** What to work on **
Transcribe, word for word and without additions, each line below from the one containing "above. Go from top to bottom." through the one containing "Bounding boxes for", both ends included.

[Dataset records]

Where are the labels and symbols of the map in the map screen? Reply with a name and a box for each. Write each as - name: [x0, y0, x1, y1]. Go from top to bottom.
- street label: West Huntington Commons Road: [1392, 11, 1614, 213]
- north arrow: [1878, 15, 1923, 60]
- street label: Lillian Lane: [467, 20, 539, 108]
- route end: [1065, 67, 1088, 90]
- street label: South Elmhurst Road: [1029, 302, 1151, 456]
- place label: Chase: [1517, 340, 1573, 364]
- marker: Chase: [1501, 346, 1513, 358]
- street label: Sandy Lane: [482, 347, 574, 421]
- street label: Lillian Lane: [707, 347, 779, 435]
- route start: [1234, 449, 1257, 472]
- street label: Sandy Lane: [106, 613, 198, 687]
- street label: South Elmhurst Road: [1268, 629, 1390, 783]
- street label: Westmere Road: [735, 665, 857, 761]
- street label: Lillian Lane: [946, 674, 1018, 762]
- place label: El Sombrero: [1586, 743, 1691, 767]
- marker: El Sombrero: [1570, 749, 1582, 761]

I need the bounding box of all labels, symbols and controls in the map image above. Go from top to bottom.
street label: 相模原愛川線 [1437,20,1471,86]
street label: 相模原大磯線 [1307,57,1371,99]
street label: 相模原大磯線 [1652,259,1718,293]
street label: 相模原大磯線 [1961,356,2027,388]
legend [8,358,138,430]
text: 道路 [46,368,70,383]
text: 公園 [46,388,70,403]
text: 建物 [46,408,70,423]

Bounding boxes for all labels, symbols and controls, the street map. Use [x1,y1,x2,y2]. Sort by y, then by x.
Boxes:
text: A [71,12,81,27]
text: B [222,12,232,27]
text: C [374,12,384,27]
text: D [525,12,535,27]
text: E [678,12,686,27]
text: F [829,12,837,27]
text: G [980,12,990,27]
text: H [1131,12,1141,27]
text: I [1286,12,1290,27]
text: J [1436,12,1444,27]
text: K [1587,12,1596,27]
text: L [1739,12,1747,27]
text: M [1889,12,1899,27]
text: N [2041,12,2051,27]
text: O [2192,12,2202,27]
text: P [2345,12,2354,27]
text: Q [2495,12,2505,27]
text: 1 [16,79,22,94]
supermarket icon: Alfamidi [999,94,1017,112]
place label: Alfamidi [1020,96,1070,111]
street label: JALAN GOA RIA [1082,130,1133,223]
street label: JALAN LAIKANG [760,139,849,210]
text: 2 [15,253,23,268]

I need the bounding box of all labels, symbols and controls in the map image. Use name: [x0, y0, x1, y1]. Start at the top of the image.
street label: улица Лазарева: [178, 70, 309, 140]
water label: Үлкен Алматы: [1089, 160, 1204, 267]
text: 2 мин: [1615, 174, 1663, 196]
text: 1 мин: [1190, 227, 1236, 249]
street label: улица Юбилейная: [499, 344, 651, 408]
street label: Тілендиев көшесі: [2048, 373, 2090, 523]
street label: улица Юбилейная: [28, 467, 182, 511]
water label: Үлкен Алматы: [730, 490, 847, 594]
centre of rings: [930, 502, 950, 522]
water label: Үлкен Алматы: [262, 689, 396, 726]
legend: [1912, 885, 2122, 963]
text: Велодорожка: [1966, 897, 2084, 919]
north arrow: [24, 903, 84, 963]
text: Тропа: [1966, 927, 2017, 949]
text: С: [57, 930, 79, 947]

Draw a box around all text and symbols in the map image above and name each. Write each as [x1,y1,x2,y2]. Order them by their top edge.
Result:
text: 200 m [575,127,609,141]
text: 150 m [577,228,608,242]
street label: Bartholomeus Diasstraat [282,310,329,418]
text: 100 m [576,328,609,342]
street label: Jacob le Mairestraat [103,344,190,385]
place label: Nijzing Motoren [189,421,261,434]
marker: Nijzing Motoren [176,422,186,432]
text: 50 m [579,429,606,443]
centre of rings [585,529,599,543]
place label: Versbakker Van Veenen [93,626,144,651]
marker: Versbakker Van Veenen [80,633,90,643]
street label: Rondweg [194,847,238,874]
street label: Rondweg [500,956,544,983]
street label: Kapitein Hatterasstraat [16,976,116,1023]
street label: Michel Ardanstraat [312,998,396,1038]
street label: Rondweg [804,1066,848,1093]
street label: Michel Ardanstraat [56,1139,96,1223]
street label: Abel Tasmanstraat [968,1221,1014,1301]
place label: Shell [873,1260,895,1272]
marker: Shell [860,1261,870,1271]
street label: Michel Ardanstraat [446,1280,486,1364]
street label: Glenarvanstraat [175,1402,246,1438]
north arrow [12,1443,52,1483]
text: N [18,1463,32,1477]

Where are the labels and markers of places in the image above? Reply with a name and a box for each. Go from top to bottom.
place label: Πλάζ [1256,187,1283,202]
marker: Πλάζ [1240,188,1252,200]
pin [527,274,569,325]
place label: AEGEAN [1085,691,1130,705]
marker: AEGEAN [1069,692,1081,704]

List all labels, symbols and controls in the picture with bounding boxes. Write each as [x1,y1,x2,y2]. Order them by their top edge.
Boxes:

** Written solution **
I need the bounding box of all labels, symbols and controls in the map image above. Go from top to bottom.
street label: 相模原愛川線 [1437,20,1471,86]
street label: 相模原大磯線 [1307,57,1371,99]
street label: 相模原大磯線 [1652,259,1718,293]
street label: 相模原大磯線 [1961,356,2027,388]
legend [8,358,138,430]
text: 道路 [46,368,70,383]
text: 公園 [46,388,70,403]
text: 建物 [46,408,70,423]

Bounding boxes for all labels, symbols and controls, the street map. Use [x1,y1,x2,y2]. Sort by y, then by x.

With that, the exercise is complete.